Escritas em um dado momento e com diferentes intencionalidades, as missivas representaram uma forma de contato muito utilizada especialmente nos séculos XIX e XX. Segundo Camargo (2011, p. 157), “[...] a carta, como um objeto material [...] traz indícios de uma cultura, época, meio [e] consolida uma prática de escrita”. O trabalho historiográfico consiste em perceber que nessa fonte “[...] as informações contidas serão sempre versões individuais ou coletivamente construídas sobre determinados acontecimentos vividos pelo narrador ou dos quais se inteirou de diversas formas como conversas, leituras, relatos” (Malatian, 2017, p. 204). Nas diferentes maneiras de se tratar o destinatário, algumas representam um caráter mais íntimo e outras uma maior seriedade. Ainda assim, era uma das maneiras de comunicação mais frequentes e que permitia um diálogo entre os pares a fim de firmarem seus propósitos e tecerem suas redes. Desse modo, é importante confrontá-las com outros documentos a fim de evitar “[...] a ilusão de que o material obtido nas correspondências constitui verdade bruta e inexplorada [...]” (Malatian, 2017, p. 205).

O desejo de Ferrière de traduzir algumas de suas obras para o português era antigo. Em epístola localizada na seção de manuscritos do acervo da FBN, é possível indiciar que, pelo menos desde o ano de 1927, o educador já tentava viabilizar acordos para a tradução de seus livros, quando tentou a colaboração de Antonio Carneiro Leão, antigo Diretor Geral da Instrução Pública do Distrito Federal. Na carta enviada ao brasileiro em 20 de abril de 1927, o suíço afirmou que haveria a possibilidade de realização desse trabalho graças à ajuda de um comitê brasileiro, mas que, de Lisboa, escreveram-lhe afirmando que esse comitê tinha intenções utilitaristas e, por esse motivo, não concederam financiamento para realizar a tradução. Desse modo, Ferrière tentava contar com o apoio de Carneiro Leão e, ainda que não seja possível saber o que ocorreu posteriormente, outras cartas apontam para a realização da iniciativa de Ferrière.

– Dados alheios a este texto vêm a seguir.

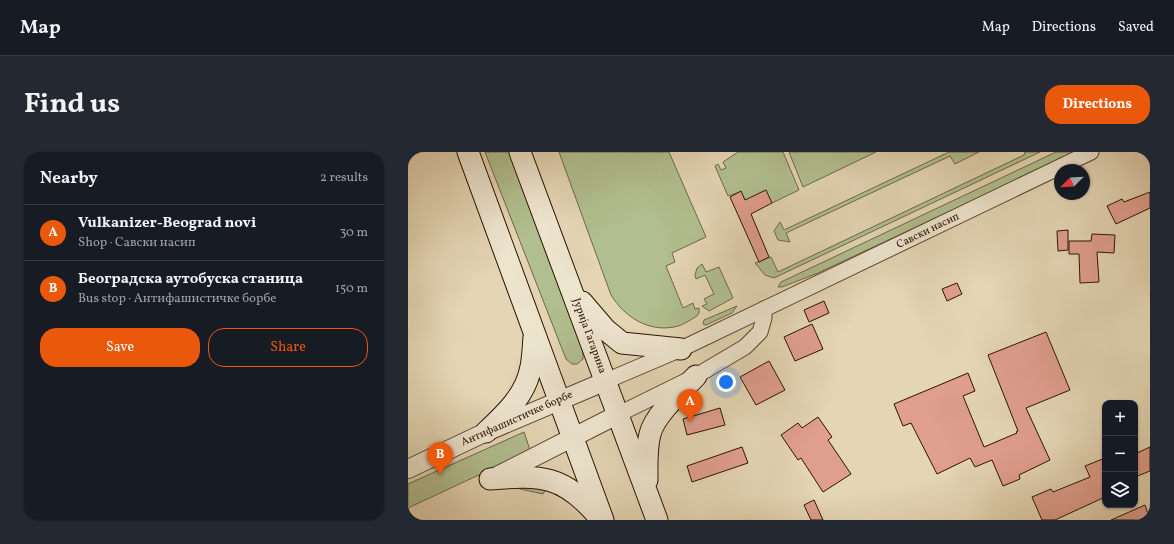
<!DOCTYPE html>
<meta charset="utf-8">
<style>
body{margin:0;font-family:Vollkorn,serif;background:#242831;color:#f1f3f6}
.controls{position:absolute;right:12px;bottom:12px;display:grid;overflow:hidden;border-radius:8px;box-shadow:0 1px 3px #0004}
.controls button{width:36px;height:36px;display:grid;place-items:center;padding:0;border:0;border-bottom:1px solid #363941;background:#171b24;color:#f1f3f6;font:20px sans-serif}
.compass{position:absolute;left:646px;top:12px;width:36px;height:36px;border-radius:50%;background:#171b24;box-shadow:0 1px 3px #0004;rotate:246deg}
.you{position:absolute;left:318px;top:230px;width:14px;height:14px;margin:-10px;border:3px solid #fff;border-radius:50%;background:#1a73e8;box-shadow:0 0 0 6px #1a73e833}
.badge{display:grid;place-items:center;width:26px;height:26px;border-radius:50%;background:#ea580c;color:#fff;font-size:13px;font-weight:700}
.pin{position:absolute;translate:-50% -33px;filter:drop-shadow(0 1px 2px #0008)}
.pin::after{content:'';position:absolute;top:21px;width:14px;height:12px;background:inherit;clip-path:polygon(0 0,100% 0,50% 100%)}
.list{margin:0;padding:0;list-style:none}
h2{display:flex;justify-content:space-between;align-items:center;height:52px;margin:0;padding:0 16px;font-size:17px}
h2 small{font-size:13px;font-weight:400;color:#9ea1a6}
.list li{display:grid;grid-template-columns:26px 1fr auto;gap:12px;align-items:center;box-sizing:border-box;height:56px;padding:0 16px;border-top:1px solid #363941}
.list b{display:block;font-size:15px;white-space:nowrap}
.list p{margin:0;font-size:13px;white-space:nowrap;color:#9ea1a6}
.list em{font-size:13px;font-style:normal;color:#9ea1a6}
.actions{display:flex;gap:8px;padding:12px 16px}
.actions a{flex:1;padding:9px 0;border:1px solid #ea580c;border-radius:16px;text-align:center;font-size:14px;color:#ea580c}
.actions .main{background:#ea580c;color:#fff}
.icon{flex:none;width:22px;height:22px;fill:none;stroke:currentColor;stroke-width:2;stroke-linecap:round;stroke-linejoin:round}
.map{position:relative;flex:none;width:742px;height:368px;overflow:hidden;border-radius:16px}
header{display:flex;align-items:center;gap:24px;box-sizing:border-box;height:56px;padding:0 20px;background:#171b24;border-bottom:1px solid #363941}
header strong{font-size:19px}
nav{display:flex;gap:22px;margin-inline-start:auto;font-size:14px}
.intro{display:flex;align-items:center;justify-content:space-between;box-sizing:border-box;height:96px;padding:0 24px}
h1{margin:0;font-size:28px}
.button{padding:10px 18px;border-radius:16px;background:#ea580c;color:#fff;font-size:14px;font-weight:700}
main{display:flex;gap:24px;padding:0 24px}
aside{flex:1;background:#171b24;border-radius:16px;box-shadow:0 1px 3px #0004}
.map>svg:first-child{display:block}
.green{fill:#b1be8f;stroke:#6e6848}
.building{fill:#e09e8e;stroke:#2b1302}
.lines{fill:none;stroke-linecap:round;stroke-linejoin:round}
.minor-casing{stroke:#59442e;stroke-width:17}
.tertiary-casing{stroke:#59442e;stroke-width:20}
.secondary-casing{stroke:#2b1302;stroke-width:23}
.minor{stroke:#ede4ce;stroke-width:15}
.tertiary{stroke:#ede4ce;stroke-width:18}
.secondary{stroke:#ede4ce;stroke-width:21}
.labels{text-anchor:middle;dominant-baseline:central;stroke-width:3.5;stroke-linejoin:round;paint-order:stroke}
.street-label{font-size:11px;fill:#2b1302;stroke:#ede4ce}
</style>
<header>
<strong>Map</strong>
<nav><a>Map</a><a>Directions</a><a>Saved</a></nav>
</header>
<div class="intro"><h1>Find us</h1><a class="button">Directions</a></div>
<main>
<aside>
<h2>Nearby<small>2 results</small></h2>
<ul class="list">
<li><span class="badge">A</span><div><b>Vulkanizer-Beograd novi</b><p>Shop · Савски насип</p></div><em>30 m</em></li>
<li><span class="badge">B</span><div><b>Београдска аутобуска станица</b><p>Bus stop · Антифашистичке борбе</p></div><em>150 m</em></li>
</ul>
<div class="actions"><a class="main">Save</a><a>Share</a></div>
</aside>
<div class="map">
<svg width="742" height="368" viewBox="0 0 742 368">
<rect width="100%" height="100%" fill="#e4d5b4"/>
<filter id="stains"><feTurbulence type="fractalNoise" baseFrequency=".005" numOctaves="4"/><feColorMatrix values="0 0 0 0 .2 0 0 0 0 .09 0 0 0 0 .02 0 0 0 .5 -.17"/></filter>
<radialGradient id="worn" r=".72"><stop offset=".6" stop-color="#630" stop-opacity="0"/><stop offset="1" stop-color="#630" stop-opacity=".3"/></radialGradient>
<g class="green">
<polygon points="77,0 101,0 175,199 175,207 169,212 164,212 158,207"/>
<path d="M151,0h110l37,85 -34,16 3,9 -9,4 17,42 10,-5 2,6 4,-1v5l-2,3c-7,4 -15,10 -23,11 -27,5 -50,-11 -63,-32z"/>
<polygon points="330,0 375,0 391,38 364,51 337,48 332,40 320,44 307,14 310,12 313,18 318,16 315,10"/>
<polygon points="381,0 468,0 395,35"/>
<polygon points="541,0 571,0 547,12 542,4 378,81 382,90 370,88 366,79 372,70 376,78"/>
<polygon points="617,0 632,0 366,126 357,123 347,111 363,105 370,120 616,3"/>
<polygon points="648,0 668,0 410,121 374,135 370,135 373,130"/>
<polygon points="294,112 298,120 311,115 325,146 301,159 294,154 299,152 296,147 306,142 297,123 288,127 287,123 289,116"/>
<polygon points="329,154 324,161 298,173 295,172 296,168"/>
<polygon points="116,280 122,298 105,307 0,356 0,332"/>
<polygon points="123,332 138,337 135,342 108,336"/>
</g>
<g class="building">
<polygon points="358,38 364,51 343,62 361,105 351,110 322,45 333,39 337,48"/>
<polygon points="742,40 742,56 708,72 699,54 714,47 716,50"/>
<polygon points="660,78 660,98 650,99 649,79"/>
<polygon points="684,82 707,83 706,101 689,100 691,130 672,131 671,102 661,102 661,89 683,89"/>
<polygon points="549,131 554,142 539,149 534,137"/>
<polygon points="416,149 421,161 401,170 396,158"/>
<polygon points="404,172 415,197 387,209 376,185"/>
<polygon points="638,180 662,238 618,256 642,308 611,323 612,327 595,334 584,308 567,315 562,306 529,322 503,271 495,274 486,252 560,221 567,239 555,244 576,295 609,281 608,280 610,279 580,203"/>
<polygon points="361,209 377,238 348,253 332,225"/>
<polygon points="312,256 317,273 279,283 275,267"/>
<polygon points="410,265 424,285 420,288 443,322 415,340 393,306 390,308 373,283 390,271 394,276"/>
<polygon points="334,295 340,311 284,330 279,314"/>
<polygon points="742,295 742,319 727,325 727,302"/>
<polygon points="697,306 697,345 647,368 634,368 624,345 643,337 645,340 682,325 677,314"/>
<polygon points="406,348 415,368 403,368 396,353"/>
<polygon points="737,353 742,368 703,368"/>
</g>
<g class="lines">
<g class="minor-casing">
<g id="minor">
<polyline points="198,229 273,197 683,0"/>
<polyline points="209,263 288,224 337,195 352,180 356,166 356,157"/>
</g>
</g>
<g class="tertiary-casing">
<g id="tertiary">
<polyline points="0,317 78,280 198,229"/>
<polyline points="85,326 209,263"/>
</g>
</g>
<g class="secondary-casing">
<g id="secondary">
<polyline points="60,0 195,368"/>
<polyline points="112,0 249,368"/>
<polyline points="174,150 198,178 214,191 273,197"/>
<path d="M78,280c18,-17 38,-35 44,-61 3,-11 3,-23 4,-34"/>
<path d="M82,327c52,-4 73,-4 108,37"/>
<path d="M239,328c0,-15 -1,-31 3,-46 5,-20 32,-43 46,-58"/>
</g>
</g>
<use href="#minor" class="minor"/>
<use href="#tertiary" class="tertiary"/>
<use href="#secondary" class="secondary"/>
</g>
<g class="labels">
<g class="street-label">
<text transform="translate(520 79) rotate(-26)">Савски насип</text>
<text transform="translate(181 184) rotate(70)">Јурија Гагарина</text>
<text transform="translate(109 267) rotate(-24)">Антифашистичке борбе</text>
</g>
</g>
<rect width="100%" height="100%" filter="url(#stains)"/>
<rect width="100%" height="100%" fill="url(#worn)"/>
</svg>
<div class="controls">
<button>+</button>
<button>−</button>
<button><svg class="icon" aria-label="layers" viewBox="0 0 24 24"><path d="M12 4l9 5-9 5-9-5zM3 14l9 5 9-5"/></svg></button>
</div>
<svg class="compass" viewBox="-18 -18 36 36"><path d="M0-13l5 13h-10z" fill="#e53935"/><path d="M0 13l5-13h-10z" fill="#9ea1a6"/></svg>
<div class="you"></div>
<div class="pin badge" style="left:282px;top:270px">A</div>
<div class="pin badge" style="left:32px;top:323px">B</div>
</div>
</main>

Datada a 5 de fevereiro de 1929, em papel timbrado da revista Pour l'Ère Nouvelle3 (PEN) e datilografado, Ferrière demonstrava certa proximidade com Lourenço Filho ao tratá-lo como ‘querido senhor’. Sobre esse aspecto relacionado às formas de tratamento entre os dois sujeitos, percebe-se que Lourenço Filho, em outra carta, também o trata de forma equivalente, utilizando a expressão ‘meu querido mestre e amigo’. Com o auxílio de referências do campo da história da cultura escrita percebe-se, ainda, nas correspondências epistolares, o que Mignot (2005, p. 51) designou como “[...] uma rede de idéias e afetos, [...] uma prática de amizade materializada na escrita”.

Na mensagem, o autor inicialmente comentou sobre uma carta enviada a ele em 28 de dezembro, acerca do trabalho realizado pelo brasileiro na educação pública e da possibilidade de viajar, junto de sua esposa, a São Paulo em 1930. A respeito de sua obra, destacou o pedido do brasileiro para liderar o trabalho de tradução de A lei biogenetica e a escola activa. Além disso, ressaltou que o livro não possuía uma versão publicada em português, mas que ele poderia ser lido a partir da versão em espanhol de Lorenzo Luzuriaga. Por fim, tratou também da parte financeira, ao afirmar que poderia ficar com 10% do valor da venda pelos direitos autorais (Ferrière, 1929a).

Em seu estudo, Peres (2002, p. 4) afirmou que nesse trabalho de tradução “[...] não há indicações se foi utilizado ou não o original escrito por Ferrière. Fica difícil precisar de onde Noemy Silveira fez a tradução”. A dúvida da autora girava justamente em torno desse trabalho partir de uma publicação de 1910, em francês, ou da realizada no ano de 1928 e escrita em espanhol. Com base na correspondência do suíço, pode-se inferir que o trabalho foi possível a partir da publicação de Lorenzo Luzuriaga.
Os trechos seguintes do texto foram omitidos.